Science: The Stalled Leap Forward

"Marxist philosophy holds that the most important problem does not lie in understanding the laws of the objective world and thus being able to explain it, but in applying the knowledge of these laws actively to change the world. "

—Mao Tse-tung

For the past three decades, the People's Republic of China has sought to apply Chairman Mao's idea by demanding that its scientists be politically orthodox and by subjugating all scientific research to the solution of the country's most pressing national problems. China has made impressive progress in increasing agricultural and industrial output and providing health care for its 850 million people.
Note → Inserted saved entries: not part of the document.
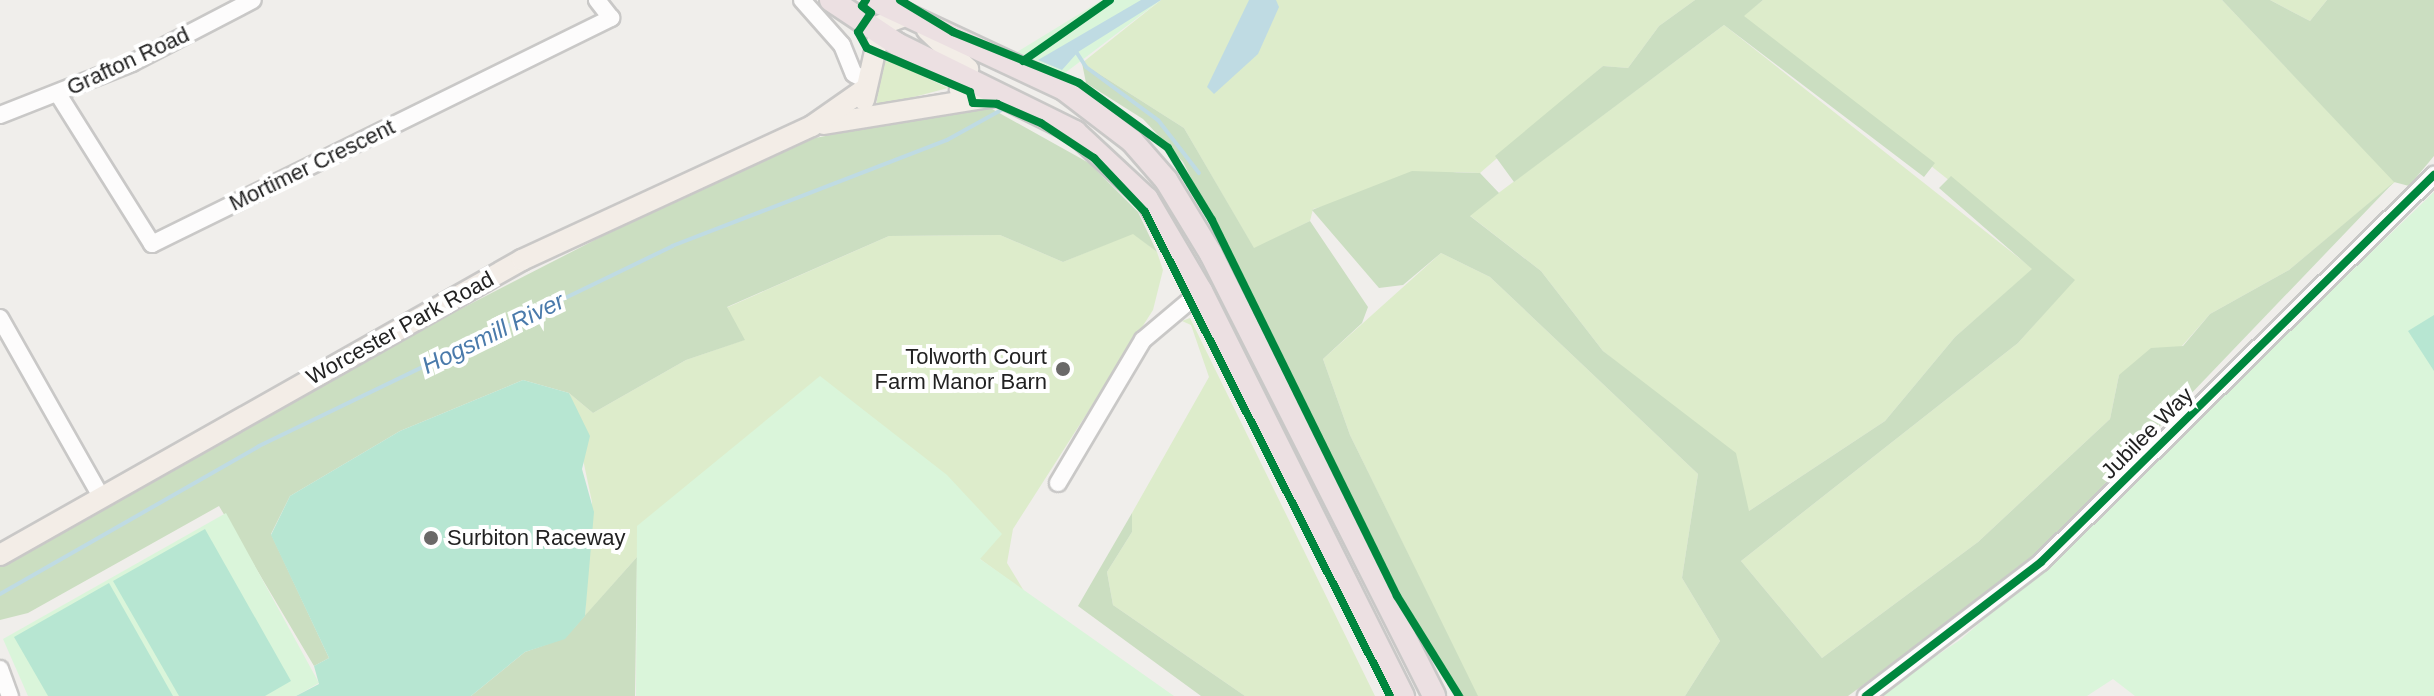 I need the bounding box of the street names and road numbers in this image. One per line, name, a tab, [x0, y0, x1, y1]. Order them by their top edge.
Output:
street label: Grafton Road	[63, 21, 193, 101]
street label: Mortimer Crescent	[225, 113, 399, 217]
street label: Worcester Park Road	[302, 266, 498, 390]
street label: Jubilee Way	[2096, 382, 2198, 484] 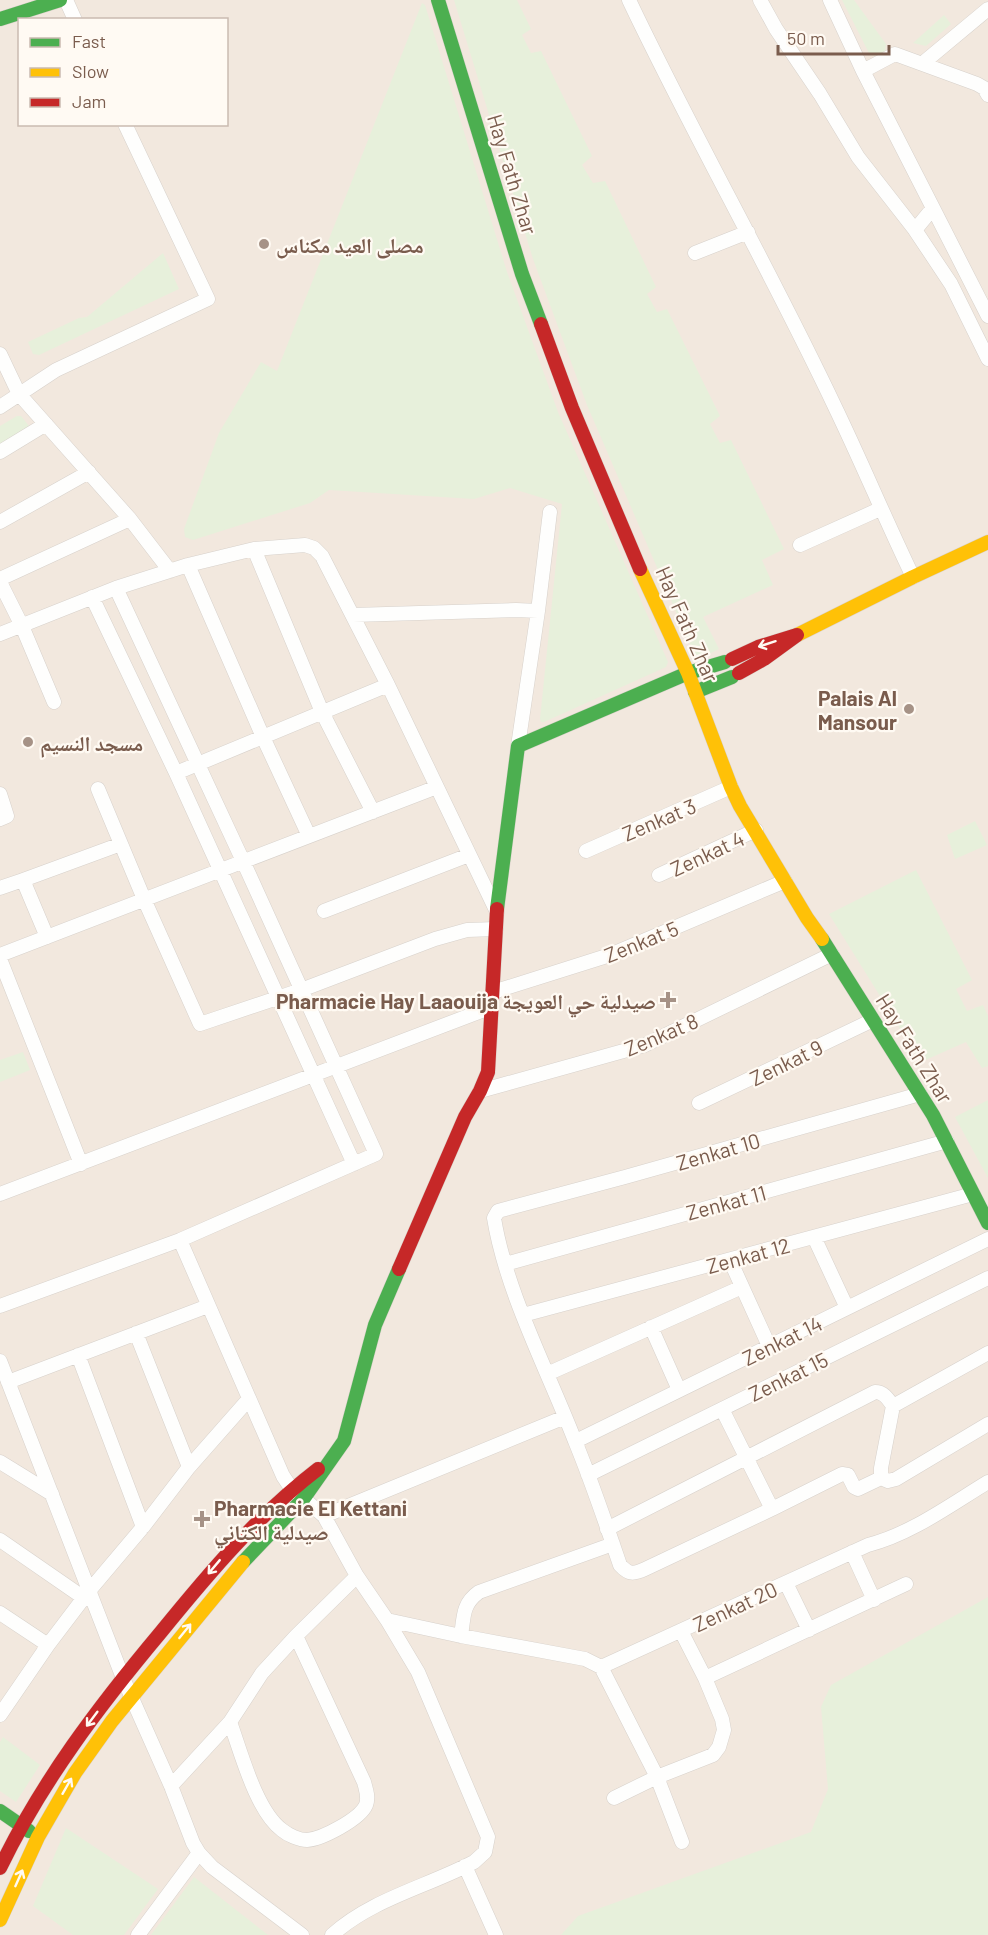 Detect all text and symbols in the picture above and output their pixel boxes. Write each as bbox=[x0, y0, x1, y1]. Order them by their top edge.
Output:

But. says a contingent of scientists from New York City's Rockefeller University, the Chinese have realized these auspicious goals by ignoring basic research almost entirely. As a result, the Rockefeller researchers revealed in interviews with TIME Science Editor Peter Stoler, Chinese science has been stagnating. Says Physicist Frederick Seitz, Rockefeller's president: "They're doing basic and applied research to the best of their limited ability, but are still highly dependent for their innovations on the scientific community of the rest of the world. All they can do is work with what they've already got."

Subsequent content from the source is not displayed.